After setting your AC/Heat breaker switches to the Comfort Hot, use your thermostats like you do with the Hurricane but turn off the Hurricane Remote switch.  To move air, you will need to turn on the Fan switch(es).

Thayden Waltonen:

--- Quote from: Jim Gillespie on February 21, 2021, 04:13:22 AM ---Thayden, you should have 1 or 2 wall thermostats, maybe side of kitchen wall & near bedroom?  1 will have a remote switch for the Hurricane beside it that has an Off/On switch & a green light & a red light.  The basement has a sensor & fan that will come on automatically at a preset temperature whenever either the Hurricane or Comfort Hot is on.  There is no thermostat in my basement.
After setting your AC/Heat breaker switches to the Comfort Hot, use your thermostats like you do with the Hurricane but turn off the Hurricane Remote switch.  To move air, you will need to turn on the Fan switch(es).

--- End quote ---

Jim,

 thanks. found both 'upstairs' thermostats in locations you mentioned (end of kitchen cabinets toward pilot seat and by head of bed, drivers side).  Kitchen thermostat controls two fans from fan#1 terminal on hurricane control, orange wire (one under refrigerator and low in center between driver and shotgun–that's cabin heat, not the defrost. Bedroom thermostat controls two fans from fan #2 terminal on hurricance control, yellow wire (fan at foot of bed and under bathroom sink cabinet).

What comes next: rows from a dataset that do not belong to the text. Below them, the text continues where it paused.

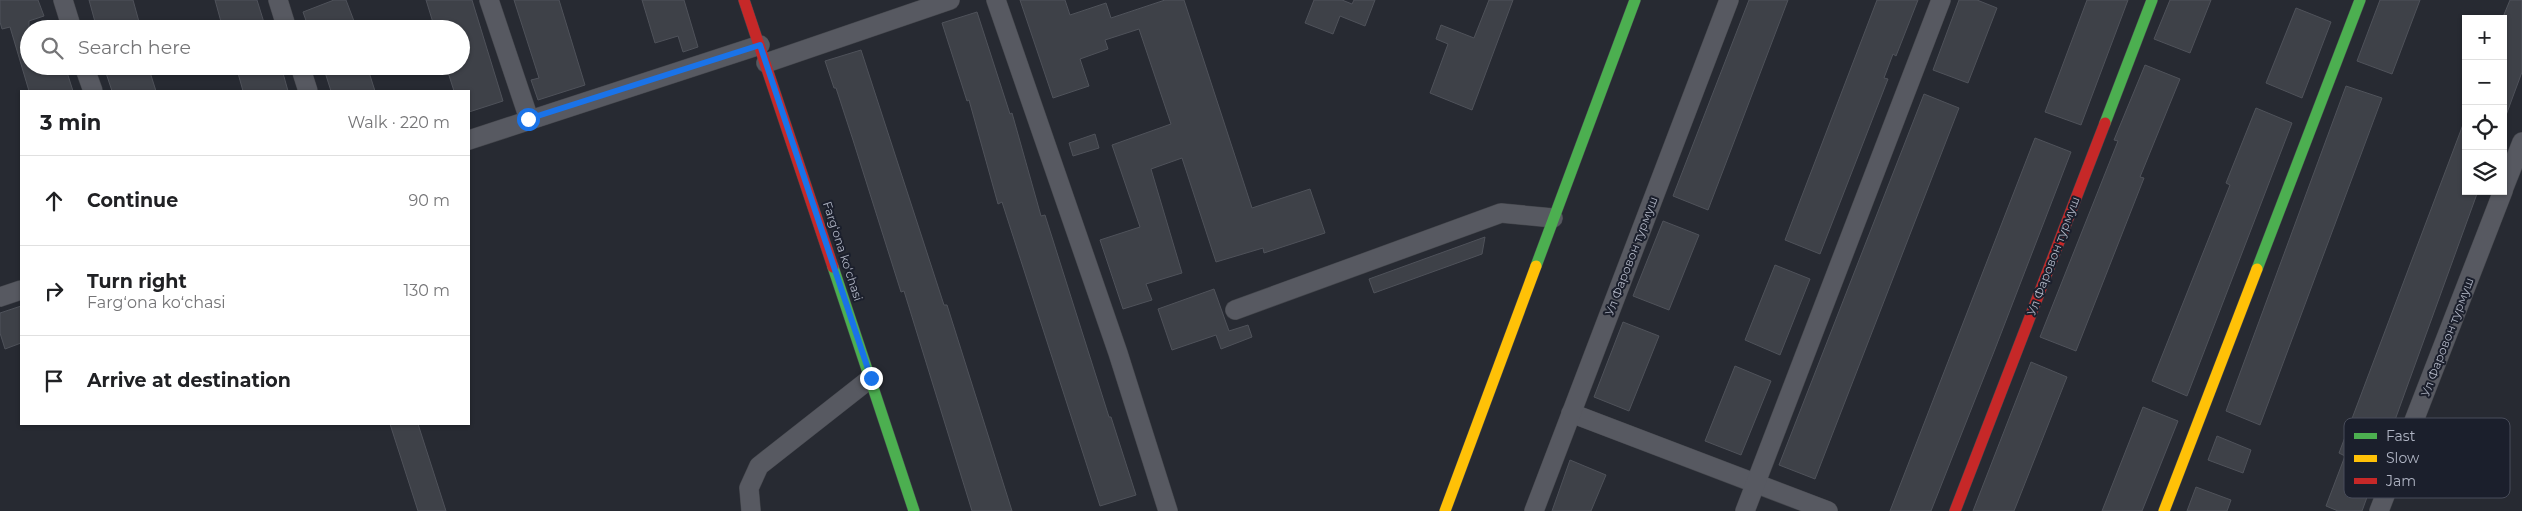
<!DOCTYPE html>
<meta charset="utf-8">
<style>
body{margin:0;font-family:Montserrat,sans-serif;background:#f6f6f6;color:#202124}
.controls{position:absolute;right:15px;top:15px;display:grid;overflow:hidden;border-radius:0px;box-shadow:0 1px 4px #0004}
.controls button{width:45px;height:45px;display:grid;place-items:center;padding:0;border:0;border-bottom:1px solid #e0e0e0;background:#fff;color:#202124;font:25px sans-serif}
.stop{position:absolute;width:15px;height:15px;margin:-11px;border:4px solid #1a73e8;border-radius:50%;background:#fff}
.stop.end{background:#1a73e8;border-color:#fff;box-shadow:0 1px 5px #0008}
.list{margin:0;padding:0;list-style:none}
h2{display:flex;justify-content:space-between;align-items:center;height:65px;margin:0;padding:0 20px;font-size:21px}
h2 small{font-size:16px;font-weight:400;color:#757577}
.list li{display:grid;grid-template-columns:32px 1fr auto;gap:15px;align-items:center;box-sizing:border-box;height:90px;padding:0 20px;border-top:1px solid #e0e0e0}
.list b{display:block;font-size:19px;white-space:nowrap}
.list p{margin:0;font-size:16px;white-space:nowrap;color:#757577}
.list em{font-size:16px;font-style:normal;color:#757577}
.icon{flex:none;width:28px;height:28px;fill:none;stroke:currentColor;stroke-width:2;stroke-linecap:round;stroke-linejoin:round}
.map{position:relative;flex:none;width:2522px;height:511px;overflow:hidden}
.search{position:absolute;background:#fff;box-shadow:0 1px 4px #0004;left:20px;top:20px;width:450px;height:55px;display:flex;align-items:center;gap:12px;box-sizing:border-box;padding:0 18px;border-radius:28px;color:#757577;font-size:19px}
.panel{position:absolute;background:#fff;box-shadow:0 1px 4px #0004;left:20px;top:90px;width:450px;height:335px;border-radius:0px}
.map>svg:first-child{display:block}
</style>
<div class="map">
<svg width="2522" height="511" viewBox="0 0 2522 511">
<rect width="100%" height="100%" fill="#272a32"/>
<g fill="#3e4148" stroke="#4f525a">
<polygon points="0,0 38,0 44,16 29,21 29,66 65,66 73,91 29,91 10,27 2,29 0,22"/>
<polygon points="89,0 133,0 141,29 97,29"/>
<polygon points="215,0 257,0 266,29 223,29"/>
<polygon points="334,0 346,0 357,29 309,29 303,12"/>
<polygon points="426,0 472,0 503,101 469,112 469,91 454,91 446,66 461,66 461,29 435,29"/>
<polygon points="514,0 559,0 585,85 538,100 531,80 539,78"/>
<polygon points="642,0 684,0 698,47 683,52 678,36 655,43"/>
<polygon points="1020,0 1065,0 1070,15 1106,3 1111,18 1165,0 1184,0 1252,208 1310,189 1325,233 1264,253 1263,248 1216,262 1182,158 1151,169 1182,273 1146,284 1152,300 1123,309 1100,240 1140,227 1112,145 1171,124 1139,29 1105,40 1108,49 1080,59 1089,86 1053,98"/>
<polygon points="1314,0 1342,0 1352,4 1354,0 1375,0 1365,26 1340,16 1333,34 1305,23"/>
<polygon points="1489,0 1513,0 1472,110 1430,93 1448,44 1436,39 1441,25 1474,38"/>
<polygon points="1749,0 1788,0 1708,210 1673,196"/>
<polygon points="1877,0 1918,0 1896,56 1893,54 1884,78 1888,79 1820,254 1785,240"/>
<polygon points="1959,0 1977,0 1997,8 1968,83 1933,70"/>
<polygon points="2087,0 2128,0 2081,125 2045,112"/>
<polygon points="2170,0 2211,0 2190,53 2154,39"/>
<polygon points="2380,0 2420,0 2392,74 2357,61"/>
<polygon points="2510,0 2522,0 2522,72 2505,118 2503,17"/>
<polygon points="2296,8 2331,22 2302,98 2266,83"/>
<polygon points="977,12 1010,114 1012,113 1041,216 1045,215 1109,417 1111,417 1136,495 1100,506 1002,202 998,204 969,100 967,101 942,23"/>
<polygon points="861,50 944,305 947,305 1012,511 972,511 904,291 901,292 853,140 836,88 834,88 825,61"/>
<polygon points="2145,65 2180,79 2140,177 2144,178 2076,351 2040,337 2118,141 2114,140"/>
<polygon points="118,66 148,66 156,91 112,91 105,70"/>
<polygon points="236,66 281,66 288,91 243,91"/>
<polygon points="323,66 367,66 375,91 331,91"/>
<polygon points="2346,86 2382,98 2260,425 2226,411"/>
<polygon points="1924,94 1959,108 1815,479 1779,465"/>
<polygon points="2256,108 2292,123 2187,396 2152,381 2230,185 2226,183"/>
<polygon points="2464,122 2466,191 2478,191 2362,511 2338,511 2326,506 2345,456 2339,453"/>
<polygon points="1095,134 1099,148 1073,156 1069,143"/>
<polygon points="2035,138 2071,152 1995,349 1931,511 1890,511"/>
<polygon points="1663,221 1699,235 1669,310 1633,296"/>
<polygon points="1485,237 1482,254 1374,293 1369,279"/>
<polygon points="1775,265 1810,279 1780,355 1745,340"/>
<polygon points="1214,289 1229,331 1248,325 1252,337 1221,349 1216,335 1172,350 1158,309"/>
<polygon points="21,306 21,343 5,349 0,333 0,313"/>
<polygon points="1623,322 1659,336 1629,411 1594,397"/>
<polygon points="2031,362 2067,377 2014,511 1973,511"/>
<polygon points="1735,366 1771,381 1741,455 1705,441"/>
<polygon points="2143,407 2178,421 2142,511 2102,511"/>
<polygon points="390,424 418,424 446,511 418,511"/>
<polygon points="2217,436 2251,450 2243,473 2208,460"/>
<polygon points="1570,460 1606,475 1591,511 1552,511"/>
<polygon points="2196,487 2231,500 2227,511 2187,511"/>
</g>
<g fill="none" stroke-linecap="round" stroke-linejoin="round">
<defs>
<g id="street">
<polyline points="63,0 72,29"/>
<polyline points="278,0 287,29"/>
<polyline points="489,0 529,119"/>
<polyline points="996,0 1118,353 1168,511"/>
<polyline points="766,63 950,0"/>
<polyline points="84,66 93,91"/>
<polyline points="300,66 308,91"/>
<polyline points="469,140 760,45"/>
<polyline points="2503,190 2522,142"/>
<polyline points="0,297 21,290"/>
<polyline points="1235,310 1501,213 1553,218"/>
<polyline points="1571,413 1828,511"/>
<polyline points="751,511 749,488 759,466 871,378"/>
<polyline points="1534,511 1729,0"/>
<polyline points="1745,511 1941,0"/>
<polyline points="2379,511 2503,191"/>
</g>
<g id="fast">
<polyline points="2105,123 2152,0"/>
<polyline points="1536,266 1635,0"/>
<polyline points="833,267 914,511"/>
<polyline points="2257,269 2360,0"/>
</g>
<g id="slow">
<polyline points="1445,511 1536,266"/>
<polyline points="2164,511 2257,269"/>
</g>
<g id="jam">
<polyline points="744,0 833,267"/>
<polyline points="1955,511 2105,123"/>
</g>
</defs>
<use href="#street" stroke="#43454b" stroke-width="20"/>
<use href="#fast" stroke="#43454b" stroke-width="12"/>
<use href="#slow" stroke="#43454b" stroke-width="12"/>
<use href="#jam" stroke="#43454b" stroke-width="12"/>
<use href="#street" stroke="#575961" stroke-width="19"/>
<use href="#fast" stroke="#4caf50" stroke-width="11"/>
<use href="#slow" stroke="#ffc107" stroke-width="11"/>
<use href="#jam" stroke="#c62828" stroke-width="11"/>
</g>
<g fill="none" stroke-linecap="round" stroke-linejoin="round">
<polyline stroke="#1a73e8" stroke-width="6" points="528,119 760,45 871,378"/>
</g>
<g text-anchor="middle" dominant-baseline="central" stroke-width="4" stroke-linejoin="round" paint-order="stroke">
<g font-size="12" fill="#b0b5c4" stroke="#1b1f2c">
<text transform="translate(843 251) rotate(72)">Fargʻona koʻchasi</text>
<text transform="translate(1631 256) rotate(-69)">Ул Фаровон турмуш</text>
<text transform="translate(2053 256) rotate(-69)">Ул Фаровон турмуш</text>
<text transform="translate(2447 337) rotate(-69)">Ул Фаровон турмуш</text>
</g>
</g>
<rect x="2344" y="418" width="166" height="80" rx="8" fill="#1b1f2c" stroke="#484c5a" stroke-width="1"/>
<rect x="2354" y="433" width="23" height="6" fill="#4caf50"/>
<rect x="2354" y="455" width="23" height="7" fill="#ffc107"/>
<rect x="2354" y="478" width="23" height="6" fill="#c62828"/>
<g font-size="14" fill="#b0b5c4">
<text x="2386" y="441">Fast</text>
<text x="2386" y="463">Slow</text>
<text x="2386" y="486">Jam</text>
</g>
</svg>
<div class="controls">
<button>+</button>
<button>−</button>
<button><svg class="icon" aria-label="locate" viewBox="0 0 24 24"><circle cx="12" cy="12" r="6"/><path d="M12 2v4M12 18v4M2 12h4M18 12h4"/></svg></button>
<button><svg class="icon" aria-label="layers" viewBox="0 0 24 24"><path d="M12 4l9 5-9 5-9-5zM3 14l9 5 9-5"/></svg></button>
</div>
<div class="stop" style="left:528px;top:119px"></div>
<div class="stop end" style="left:871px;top:378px"></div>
<div class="search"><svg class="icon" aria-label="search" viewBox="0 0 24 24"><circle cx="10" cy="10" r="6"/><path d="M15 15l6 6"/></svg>Search here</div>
<section class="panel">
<h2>3 min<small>Walk · 220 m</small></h2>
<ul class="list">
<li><svg class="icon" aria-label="ahead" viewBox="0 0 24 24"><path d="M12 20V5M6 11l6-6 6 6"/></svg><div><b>Continue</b></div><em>90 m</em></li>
<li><svg class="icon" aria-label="right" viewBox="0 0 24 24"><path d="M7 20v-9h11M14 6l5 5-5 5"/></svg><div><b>Turn right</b><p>Fargʻona koʻchasi</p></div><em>130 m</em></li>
<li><svg class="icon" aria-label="arrive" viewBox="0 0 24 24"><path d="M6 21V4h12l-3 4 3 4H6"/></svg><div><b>Arrive at destination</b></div></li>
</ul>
</section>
</div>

If I turn everything else off and listen quietly I can here fan #3 terminal run a fan somewhere in the 'basement' but still can't find it or maybe the fixed temp bimetal or thermistor that must be attached to the thermostat terminal for fan #3. By sound I would say it is over the waste tanks somewhere (of all inconvenient choices). Maybe there is some way to access it from under a cabinet 'upstairs'? It goes off after the heat has been running for maybe 20 mins and I assume it is designed as an anti-freeze protection for water and waste? It is working so my interest here is knowing for the future.

The Hurricane on/off control next to the kitchen thermostat also remains a mystery. It has no pilot lights and no response to switching on and off. It is connected with ribbon cable but not to the hurricane control board in the heater compartment. The ribbon cable from the control board goes to a similar but not identical hurricane on/off switch in cabinet above entry door and shotgun seat which does work but has no pilot lights. I cannot find the termination of the ribbon cable from the on/off next to the thermostat. I can trace the wire from the trunk leaving the slider into the basement along the inside of the passenger side frame rail and then disappearing over the water tank never to reappear. unlike all other hurricane wiring including the ribbon cable to the high passenger side on/off remote, this ribbon I can't trace after the water tank going forward is not in a harness trunk. it has no additional covering and is ziptied to the trunk coming from the hurricane control board but it doesn't show up at that control board. Not critical as everything works without it but a mystery.

There is a separate "engine heat" switch in the top cabinet rail of the kitchen right under the counter that just turns on the circulator. So if I leave the hurricane switched off over the shotgun seat this switch would provide cabin heat to the fan coils via the heat exchanger from the engine (if the engine is running of course) and the fans still respond to thermostats even if he hurricane itself is switched off.

what i can't figure out is how to work that in reverse to heat the engine from the hurricane. I presume there would need to be some electric circulator on the engine side loop of the heat exchanger to send heat from the hurricane back to the engine because its not going to circulate horizontally that distance on its own and the engine circulation is normally a function of the engine water pump which appears to be mechanically driven only when the engine is running. so it isn't going to be practical to run the engine to heat the engine. I came across a post from a competing high end brand of motor coach RV that indicates it uses an additional electric pump for this purpose but I don't see this detailed anywhere on the Beaver documentation i've found so far. Gotta say the engine starts like a dream in the cold so this is sort of an academic question, although I think it is nicer for the engine to heat it first even if it will start cold; so i'm kinda interested in figuring this out.

Thanks Jim or anyone for any help with his novel i've written.